§ **Work instruction**
Collect every line in the records below that contains the word "linecap".
───
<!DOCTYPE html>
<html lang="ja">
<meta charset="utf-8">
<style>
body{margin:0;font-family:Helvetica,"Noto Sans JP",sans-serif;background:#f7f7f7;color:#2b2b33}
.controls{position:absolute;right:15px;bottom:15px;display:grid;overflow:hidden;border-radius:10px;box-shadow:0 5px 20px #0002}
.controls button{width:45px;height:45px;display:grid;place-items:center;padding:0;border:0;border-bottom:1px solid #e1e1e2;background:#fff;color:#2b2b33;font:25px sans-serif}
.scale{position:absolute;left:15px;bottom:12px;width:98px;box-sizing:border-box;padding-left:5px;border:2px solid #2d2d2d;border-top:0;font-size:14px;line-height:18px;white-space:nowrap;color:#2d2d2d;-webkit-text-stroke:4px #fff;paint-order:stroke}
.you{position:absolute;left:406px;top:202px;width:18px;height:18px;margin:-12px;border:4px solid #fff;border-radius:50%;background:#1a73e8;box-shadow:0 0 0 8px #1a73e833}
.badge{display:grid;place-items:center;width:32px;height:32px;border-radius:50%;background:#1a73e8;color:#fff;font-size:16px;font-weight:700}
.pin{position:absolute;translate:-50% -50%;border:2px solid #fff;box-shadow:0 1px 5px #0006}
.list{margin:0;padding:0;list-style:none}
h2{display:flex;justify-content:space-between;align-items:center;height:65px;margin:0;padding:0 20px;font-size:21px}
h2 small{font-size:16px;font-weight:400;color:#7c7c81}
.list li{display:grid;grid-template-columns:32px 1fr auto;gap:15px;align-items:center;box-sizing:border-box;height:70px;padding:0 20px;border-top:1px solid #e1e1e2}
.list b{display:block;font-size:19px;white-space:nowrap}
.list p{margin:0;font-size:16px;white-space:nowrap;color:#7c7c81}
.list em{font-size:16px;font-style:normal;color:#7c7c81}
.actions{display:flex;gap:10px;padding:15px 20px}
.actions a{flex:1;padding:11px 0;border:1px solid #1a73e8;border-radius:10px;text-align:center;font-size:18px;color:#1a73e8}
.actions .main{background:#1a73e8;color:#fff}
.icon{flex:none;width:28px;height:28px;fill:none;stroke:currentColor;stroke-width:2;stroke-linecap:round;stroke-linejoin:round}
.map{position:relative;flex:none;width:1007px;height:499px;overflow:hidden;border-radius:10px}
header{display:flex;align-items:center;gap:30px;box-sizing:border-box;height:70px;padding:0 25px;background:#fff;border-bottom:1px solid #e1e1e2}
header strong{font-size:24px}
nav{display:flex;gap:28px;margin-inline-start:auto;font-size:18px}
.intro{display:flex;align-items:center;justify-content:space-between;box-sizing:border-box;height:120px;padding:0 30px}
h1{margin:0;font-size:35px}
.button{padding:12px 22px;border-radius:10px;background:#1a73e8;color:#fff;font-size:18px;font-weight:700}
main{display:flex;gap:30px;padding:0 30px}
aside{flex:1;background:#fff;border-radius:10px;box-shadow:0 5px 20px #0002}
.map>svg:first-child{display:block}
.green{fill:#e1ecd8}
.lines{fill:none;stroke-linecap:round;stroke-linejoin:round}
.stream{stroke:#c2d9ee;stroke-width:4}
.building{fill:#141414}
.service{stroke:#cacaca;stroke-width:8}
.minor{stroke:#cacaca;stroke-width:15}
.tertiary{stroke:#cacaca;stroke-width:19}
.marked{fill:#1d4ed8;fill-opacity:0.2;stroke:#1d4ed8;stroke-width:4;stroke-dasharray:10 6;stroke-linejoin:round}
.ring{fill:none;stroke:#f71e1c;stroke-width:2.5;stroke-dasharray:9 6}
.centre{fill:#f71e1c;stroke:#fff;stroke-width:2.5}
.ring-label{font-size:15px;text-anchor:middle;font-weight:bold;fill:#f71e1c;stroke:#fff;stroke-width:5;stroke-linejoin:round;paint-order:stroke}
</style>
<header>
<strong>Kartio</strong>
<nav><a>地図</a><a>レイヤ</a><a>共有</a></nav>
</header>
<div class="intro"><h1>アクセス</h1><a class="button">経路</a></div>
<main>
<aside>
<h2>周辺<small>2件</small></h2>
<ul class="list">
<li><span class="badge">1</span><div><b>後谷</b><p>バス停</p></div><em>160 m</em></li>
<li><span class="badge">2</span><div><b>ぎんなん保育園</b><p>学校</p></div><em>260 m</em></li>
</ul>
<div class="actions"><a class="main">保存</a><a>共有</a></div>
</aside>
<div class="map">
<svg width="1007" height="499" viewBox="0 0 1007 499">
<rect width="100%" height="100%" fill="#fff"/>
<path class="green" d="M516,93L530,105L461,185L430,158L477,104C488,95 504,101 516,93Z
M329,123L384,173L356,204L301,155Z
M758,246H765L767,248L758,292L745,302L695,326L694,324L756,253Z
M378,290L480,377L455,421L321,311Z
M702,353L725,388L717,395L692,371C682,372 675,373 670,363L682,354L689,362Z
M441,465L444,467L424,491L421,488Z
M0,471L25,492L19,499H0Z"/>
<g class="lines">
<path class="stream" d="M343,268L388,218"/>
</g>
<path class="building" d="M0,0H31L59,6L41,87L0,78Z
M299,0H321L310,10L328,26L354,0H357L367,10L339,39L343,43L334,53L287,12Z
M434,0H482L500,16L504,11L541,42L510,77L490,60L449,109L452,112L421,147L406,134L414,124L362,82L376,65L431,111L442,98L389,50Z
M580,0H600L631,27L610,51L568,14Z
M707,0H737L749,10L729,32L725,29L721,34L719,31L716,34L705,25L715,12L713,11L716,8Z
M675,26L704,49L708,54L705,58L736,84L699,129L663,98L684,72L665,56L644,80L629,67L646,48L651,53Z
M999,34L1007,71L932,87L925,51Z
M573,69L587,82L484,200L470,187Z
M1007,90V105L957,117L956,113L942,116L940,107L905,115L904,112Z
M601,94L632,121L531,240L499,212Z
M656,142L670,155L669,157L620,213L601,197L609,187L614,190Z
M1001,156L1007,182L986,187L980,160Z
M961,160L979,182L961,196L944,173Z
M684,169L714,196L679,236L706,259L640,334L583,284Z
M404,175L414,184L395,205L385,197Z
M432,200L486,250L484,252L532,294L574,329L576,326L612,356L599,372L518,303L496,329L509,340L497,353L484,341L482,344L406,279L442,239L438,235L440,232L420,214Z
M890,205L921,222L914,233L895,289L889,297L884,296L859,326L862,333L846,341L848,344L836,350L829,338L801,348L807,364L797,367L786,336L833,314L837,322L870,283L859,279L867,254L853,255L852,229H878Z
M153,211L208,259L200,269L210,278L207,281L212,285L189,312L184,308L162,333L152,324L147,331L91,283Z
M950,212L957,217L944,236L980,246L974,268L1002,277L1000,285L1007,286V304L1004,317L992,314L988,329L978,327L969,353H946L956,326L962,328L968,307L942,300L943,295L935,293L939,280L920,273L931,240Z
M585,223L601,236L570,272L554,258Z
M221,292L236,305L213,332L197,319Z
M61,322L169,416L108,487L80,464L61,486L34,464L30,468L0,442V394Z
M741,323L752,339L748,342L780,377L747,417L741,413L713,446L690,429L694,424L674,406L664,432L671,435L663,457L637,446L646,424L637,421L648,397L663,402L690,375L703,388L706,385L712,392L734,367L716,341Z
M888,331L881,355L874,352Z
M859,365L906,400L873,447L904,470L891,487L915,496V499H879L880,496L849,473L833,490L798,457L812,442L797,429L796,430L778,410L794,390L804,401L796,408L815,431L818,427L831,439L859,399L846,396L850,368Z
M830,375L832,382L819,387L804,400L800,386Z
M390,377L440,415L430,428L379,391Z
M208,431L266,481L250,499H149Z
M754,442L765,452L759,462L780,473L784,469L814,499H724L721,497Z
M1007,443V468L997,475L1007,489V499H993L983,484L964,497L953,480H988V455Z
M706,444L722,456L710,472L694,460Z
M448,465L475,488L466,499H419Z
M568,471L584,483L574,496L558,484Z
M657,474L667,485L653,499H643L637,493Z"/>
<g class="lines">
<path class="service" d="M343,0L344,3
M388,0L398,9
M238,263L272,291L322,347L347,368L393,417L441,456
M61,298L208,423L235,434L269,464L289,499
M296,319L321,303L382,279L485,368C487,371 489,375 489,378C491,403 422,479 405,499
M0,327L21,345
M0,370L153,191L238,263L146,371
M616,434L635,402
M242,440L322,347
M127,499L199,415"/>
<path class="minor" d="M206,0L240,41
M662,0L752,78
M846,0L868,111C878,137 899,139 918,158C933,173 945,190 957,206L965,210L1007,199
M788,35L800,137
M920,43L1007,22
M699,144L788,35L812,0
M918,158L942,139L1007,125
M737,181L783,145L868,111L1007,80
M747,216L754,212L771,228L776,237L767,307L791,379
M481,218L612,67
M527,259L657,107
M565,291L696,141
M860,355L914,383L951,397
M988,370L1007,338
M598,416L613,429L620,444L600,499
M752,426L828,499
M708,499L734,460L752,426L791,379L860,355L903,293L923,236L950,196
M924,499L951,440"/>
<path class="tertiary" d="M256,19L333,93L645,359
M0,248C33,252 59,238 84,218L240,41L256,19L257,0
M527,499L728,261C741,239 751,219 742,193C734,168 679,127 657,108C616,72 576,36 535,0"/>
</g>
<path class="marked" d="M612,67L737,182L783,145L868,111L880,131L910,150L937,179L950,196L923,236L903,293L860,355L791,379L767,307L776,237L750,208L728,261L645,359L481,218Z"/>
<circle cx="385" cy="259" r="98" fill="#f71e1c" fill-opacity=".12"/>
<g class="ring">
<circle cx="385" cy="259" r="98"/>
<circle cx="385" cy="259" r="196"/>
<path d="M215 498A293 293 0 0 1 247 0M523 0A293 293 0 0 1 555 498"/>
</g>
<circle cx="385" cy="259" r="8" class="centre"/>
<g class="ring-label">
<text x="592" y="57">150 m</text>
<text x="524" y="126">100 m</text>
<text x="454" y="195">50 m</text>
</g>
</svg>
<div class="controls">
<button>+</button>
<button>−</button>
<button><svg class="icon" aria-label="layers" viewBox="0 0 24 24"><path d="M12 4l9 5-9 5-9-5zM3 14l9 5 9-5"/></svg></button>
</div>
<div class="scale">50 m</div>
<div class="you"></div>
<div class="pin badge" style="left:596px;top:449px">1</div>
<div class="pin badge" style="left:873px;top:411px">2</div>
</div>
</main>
───
§ **Exercise response**
.icon{flex:none;width:28px;height:28px;fill:none;stroke:currentColor;stroke-width:2;stroke-linecap:round;stroke-linejoin:round}
.lines{fill:none;stroke-linecap:round;stroke-linejoin:round}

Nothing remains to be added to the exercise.